# About this exercise
The count of lines below that include the string "note" is the whole answer.

╭─ Materials provided

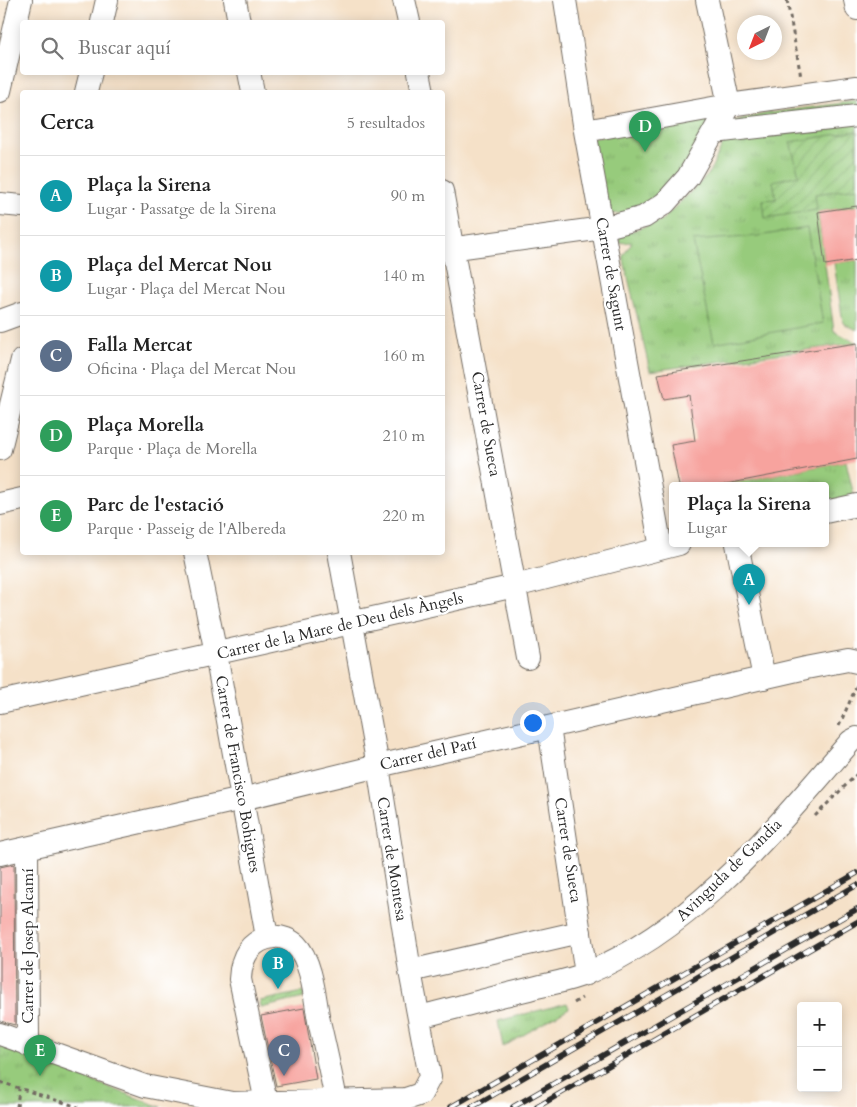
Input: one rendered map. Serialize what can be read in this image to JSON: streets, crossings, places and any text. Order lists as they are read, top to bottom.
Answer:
{
  "streets": {
    "street": [
      "Carrer de Sagunt",
      "Carrer de Sueca",
      "Carrer de la Mare de Deu dels Àngels",
      "Carrer del Patí",
      "Carrer de Francisco Bohigues",
      "Carrer de Montesa",
      "Avinguda de Gandia",
      "Carrer de Josep Alcamí"
    ]
  },
  "crossings": [
    ["Carrer de Sueca", "Carrer de la Mare de Deu dels Àngels"],
    ["Carrer de Sueca", "Carrer del Patí"],
    ["Carrer de Sueca", "Avinguda de Gandia"],
    ["Carrer de la Mare de Deu dels Àngels", "Carrer de Francisco Bohigues"],
    ["Carrer de la Mare de Deu dels Àngels", "Carrer de Montesa"],
    ["Carrer del Patí", "Carrer de Francisco Bohigues"],
    ["Carrer del Patí", "Carrer de Montesa"],
    ["Carrer del Patí", "Carrer de Josep Alcamí"],
    ["Carrer de Montesa", "Avinguda de Gandia"]
  ],
  "north": "bottom left",
  "page": {
    "search": "Buscar aquí",
    "heading": ["Cerca", "5 resultados"],
    "pins": [
      "D",
      "A",
      "B",
      "C",
      "E"
    ],
    "list": [
      {
        "mark": "A",
        "name": "Plaça la Sirena",
        "note": "Lugar · Passatge de la Sirena",
        "value": "90 m"
      },
      {
        "mark": "B",
        "name": "Plaça del Mercat Nou",
        "note": "Lugar · Plaça del Mercat Nou",
        "value": "140 m"
      },
      {
        "mark": "C",
        "name": "Falla Mercat",
        "note": "Oficina · Plaça del Mercat Nou",
        "value": "160 m"
      },
      {
        "mark": "D",
        "name": "Plaça Morella",
        "note": "Parque · Plaça de Morella",
        "value": "210 m"
      },
      {
        "mark": "E",
        "name": "Parc de l'estació",
        "note": "Parque · Passeig de l'Albereda",
        "value": "220 m"
      }
    ],
    "popup": ["Plaça la Sirena", "Lugar"],
    "map_buttons": ["+", "−"]
  }
}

╰─

# Written response
5